[WORK REQUIRED] Repeat the listing below word for word, stopping after the line that contains "flex:none; width:38px; height:38px;".

[DATA SHOWN]
____________________

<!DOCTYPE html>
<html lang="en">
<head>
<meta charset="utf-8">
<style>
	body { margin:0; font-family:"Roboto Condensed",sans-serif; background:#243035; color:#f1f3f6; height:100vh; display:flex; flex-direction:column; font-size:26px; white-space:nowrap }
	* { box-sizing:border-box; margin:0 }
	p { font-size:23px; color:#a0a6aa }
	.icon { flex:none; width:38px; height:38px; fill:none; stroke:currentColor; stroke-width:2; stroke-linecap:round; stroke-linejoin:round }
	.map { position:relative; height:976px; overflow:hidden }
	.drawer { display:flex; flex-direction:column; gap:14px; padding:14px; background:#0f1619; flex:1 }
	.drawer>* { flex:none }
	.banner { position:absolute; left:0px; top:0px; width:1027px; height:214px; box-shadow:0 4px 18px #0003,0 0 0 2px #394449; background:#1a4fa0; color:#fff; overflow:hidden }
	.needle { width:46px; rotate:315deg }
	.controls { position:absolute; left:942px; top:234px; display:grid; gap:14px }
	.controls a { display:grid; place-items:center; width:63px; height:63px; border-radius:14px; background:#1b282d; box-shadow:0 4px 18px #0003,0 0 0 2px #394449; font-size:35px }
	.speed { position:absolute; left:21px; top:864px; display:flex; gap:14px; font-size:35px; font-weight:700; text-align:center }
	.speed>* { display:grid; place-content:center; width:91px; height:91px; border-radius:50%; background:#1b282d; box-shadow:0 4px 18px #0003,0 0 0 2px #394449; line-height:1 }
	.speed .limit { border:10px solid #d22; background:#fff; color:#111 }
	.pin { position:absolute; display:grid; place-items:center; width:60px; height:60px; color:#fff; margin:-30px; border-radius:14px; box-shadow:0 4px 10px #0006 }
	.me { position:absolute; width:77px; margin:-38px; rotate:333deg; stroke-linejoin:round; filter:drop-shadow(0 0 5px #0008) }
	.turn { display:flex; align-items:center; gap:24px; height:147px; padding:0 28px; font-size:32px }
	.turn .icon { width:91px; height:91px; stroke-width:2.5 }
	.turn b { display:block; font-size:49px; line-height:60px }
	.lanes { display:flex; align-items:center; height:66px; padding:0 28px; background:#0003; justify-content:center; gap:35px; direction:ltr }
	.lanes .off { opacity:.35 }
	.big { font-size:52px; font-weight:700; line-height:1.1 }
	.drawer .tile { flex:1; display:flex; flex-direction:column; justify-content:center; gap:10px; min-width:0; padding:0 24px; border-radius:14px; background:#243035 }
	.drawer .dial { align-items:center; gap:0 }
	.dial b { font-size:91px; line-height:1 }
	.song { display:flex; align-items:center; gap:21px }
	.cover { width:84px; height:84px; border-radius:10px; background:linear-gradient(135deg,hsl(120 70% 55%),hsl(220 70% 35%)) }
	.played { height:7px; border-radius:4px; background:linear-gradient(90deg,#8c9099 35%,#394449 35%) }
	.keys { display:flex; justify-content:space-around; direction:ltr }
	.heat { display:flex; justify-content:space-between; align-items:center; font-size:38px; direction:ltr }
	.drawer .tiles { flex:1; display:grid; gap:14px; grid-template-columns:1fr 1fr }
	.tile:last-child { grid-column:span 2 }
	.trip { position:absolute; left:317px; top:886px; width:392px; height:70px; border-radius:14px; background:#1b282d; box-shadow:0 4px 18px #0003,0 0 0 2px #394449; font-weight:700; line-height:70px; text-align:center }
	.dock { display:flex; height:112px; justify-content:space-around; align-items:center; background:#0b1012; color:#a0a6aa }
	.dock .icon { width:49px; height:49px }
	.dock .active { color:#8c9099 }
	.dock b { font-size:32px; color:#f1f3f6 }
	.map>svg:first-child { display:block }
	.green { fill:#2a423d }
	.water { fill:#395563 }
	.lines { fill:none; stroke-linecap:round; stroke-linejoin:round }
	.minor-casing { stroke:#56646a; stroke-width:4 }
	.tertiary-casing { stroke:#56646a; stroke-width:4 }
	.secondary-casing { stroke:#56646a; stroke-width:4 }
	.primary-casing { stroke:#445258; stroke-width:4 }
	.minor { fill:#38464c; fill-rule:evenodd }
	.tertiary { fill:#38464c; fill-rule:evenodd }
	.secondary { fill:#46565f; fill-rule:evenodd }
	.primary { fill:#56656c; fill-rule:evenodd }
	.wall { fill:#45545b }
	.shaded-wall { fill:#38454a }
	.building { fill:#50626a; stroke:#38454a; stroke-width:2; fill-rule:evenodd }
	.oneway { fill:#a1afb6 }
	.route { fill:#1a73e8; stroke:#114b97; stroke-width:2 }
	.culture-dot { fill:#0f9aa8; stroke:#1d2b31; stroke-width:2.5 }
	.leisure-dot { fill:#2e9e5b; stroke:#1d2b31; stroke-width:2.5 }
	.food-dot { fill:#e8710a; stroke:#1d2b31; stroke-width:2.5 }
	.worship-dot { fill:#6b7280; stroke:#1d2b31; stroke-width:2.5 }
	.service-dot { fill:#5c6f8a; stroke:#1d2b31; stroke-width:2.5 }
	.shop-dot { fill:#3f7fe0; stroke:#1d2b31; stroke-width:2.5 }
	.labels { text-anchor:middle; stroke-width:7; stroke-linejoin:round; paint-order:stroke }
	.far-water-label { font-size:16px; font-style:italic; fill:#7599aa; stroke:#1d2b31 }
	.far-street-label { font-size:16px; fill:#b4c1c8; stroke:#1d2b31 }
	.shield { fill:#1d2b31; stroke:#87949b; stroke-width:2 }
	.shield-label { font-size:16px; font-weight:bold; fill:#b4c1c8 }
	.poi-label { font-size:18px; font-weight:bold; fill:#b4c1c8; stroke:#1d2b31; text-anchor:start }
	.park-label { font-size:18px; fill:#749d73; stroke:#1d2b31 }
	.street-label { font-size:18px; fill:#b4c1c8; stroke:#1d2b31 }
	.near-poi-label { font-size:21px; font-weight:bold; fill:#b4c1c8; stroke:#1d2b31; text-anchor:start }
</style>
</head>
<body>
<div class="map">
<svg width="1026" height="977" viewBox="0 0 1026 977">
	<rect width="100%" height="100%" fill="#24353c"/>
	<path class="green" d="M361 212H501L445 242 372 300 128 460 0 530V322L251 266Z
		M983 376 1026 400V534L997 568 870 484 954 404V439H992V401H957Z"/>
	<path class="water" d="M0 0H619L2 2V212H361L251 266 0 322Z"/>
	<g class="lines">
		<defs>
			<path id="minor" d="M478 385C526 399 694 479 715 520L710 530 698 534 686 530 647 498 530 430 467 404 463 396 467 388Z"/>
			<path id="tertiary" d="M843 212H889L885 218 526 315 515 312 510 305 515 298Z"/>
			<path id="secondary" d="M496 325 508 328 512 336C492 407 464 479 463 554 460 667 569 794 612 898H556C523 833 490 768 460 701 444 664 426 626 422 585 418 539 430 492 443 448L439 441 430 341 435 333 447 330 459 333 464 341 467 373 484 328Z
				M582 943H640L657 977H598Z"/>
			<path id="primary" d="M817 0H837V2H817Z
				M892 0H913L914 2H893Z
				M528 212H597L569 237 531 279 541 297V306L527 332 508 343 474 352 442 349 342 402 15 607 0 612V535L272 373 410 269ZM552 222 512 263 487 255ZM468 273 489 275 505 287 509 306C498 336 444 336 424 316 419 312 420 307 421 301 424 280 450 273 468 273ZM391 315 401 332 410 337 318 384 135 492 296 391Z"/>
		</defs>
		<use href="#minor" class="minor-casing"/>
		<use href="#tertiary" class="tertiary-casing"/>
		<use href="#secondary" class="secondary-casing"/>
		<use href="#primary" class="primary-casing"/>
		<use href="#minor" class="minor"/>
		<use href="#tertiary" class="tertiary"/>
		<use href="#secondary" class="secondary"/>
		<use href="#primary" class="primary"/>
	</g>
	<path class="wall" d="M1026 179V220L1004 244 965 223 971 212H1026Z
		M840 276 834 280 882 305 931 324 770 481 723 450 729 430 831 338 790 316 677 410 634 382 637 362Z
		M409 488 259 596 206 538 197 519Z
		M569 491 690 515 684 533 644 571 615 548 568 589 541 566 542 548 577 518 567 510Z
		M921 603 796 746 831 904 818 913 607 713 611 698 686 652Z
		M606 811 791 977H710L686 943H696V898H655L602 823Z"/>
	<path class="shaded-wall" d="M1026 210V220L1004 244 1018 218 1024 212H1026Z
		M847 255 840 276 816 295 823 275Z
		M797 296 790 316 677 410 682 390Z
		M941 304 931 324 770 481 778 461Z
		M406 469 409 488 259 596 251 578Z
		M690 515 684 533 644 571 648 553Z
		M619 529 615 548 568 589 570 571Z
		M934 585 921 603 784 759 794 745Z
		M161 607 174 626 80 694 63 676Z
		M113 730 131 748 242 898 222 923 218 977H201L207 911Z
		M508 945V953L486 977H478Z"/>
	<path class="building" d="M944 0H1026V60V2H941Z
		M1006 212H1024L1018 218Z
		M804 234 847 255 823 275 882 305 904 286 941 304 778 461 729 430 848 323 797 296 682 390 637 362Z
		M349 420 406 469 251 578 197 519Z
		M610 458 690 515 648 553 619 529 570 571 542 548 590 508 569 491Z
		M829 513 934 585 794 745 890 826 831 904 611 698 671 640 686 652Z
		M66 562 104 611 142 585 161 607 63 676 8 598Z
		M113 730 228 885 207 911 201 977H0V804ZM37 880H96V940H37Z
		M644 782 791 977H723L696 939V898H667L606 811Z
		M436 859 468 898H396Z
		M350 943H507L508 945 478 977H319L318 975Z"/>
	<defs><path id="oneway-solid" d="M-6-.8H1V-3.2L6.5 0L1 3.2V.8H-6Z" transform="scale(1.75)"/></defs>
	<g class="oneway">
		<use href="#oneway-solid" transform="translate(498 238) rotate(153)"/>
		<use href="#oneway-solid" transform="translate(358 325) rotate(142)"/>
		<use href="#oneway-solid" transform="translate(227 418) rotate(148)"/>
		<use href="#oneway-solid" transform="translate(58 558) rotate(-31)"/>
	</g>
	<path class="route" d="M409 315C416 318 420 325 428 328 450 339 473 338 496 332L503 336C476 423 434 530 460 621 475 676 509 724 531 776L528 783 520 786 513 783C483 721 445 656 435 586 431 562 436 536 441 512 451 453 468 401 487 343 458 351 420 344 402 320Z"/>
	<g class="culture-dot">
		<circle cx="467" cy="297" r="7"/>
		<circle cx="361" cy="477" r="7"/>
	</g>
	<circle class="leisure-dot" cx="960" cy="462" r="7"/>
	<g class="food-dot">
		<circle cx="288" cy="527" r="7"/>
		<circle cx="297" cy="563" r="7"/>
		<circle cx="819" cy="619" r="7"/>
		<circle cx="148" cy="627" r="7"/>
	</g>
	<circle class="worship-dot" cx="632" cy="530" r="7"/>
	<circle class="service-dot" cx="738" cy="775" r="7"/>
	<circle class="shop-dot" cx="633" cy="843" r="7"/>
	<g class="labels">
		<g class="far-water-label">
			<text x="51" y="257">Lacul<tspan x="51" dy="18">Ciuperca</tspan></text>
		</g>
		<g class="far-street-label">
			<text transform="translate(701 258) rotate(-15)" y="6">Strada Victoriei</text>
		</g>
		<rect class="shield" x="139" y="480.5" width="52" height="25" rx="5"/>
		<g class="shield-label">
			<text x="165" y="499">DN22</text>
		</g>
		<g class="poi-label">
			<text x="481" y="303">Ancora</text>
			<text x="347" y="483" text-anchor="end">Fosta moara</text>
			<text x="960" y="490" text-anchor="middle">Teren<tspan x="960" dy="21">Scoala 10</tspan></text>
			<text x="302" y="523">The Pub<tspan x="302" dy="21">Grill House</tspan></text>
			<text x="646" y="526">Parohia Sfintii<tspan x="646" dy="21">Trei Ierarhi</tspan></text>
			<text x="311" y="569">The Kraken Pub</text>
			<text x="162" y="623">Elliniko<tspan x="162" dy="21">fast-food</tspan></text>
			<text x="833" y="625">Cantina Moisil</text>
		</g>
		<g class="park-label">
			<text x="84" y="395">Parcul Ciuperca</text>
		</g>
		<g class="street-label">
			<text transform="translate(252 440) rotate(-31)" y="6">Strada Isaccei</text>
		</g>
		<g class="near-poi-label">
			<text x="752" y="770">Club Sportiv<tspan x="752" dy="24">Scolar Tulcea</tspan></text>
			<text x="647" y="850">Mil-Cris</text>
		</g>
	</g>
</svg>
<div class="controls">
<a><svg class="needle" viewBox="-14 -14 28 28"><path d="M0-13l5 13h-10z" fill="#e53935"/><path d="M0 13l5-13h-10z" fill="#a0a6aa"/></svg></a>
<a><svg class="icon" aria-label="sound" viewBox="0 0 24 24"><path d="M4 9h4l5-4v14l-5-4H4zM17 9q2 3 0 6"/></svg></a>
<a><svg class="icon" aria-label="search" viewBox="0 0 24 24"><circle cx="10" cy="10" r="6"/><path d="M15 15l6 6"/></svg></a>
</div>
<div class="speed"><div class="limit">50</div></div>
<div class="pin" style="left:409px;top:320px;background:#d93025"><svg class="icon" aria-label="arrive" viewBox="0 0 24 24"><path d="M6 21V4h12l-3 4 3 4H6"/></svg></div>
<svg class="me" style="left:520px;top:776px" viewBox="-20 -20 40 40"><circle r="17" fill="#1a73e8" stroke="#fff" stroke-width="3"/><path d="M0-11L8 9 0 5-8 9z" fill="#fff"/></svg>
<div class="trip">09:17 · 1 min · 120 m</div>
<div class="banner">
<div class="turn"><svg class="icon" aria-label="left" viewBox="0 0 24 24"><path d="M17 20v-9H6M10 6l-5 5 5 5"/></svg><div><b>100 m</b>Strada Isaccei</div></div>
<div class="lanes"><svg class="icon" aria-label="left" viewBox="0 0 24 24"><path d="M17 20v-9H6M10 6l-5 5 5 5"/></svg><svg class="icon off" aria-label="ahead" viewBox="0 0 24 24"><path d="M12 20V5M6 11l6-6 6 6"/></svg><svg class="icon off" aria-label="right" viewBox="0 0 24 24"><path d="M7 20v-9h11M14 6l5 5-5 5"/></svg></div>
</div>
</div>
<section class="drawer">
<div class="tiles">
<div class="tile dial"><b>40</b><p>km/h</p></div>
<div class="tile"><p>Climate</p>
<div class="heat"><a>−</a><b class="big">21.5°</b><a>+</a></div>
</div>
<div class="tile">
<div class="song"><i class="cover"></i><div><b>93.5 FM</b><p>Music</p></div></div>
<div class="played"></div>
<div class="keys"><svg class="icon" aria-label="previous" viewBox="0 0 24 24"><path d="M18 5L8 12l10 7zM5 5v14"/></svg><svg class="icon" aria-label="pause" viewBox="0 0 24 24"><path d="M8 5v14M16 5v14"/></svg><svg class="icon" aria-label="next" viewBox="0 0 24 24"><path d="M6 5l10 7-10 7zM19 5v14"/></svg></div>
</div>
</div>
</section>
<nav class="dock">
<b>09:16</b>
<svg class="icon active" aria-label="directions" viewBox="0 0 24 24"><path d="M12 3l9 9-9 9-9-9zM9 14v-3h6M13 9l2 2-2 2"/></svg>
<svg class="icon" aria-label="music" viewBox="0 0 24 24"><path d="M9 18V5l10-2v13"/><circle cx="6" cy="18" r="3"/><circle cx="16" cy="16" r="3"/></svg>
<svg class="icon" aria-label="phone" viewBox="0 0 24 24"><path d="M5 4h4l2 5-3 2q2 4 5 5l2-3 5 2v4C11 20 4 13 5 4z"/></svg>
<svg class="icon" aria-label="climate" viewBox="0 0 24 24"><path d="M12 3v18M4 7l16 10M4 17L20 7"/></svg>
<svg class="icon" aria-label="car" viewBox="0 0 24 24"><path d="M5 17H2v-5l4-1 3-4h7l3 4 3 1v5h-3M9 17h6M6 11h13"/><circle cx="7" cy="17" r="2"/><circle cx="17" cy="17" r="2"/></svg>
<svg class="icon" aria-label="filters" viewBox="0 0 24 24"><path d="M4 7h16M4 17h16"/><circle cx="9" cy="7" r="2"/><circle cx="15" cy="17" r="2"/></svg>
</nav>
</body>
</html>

____________________

[THE COMPLETED TASK]
<!DOCTYPE html>
<html lang="en">
<head>
<meta charset="utf-8">
<style>
	body { margin:0; font-family:"Roboto Condensed",sans-serif; background:#243035; color:#f1f3f6; height:100vh; display:flex; flex-direction:column; font-size:26px; white-space:nowrap }
	* { box-sizing:border-box; margin:0 }
	p { font-size:23px; color:#a0a6aa }
	.icon { flex:none; width:38px; height:38px; fill:none; stroke:currentColor; stroke-width:2; stroke-linecap:round; stroke-linejoin:round }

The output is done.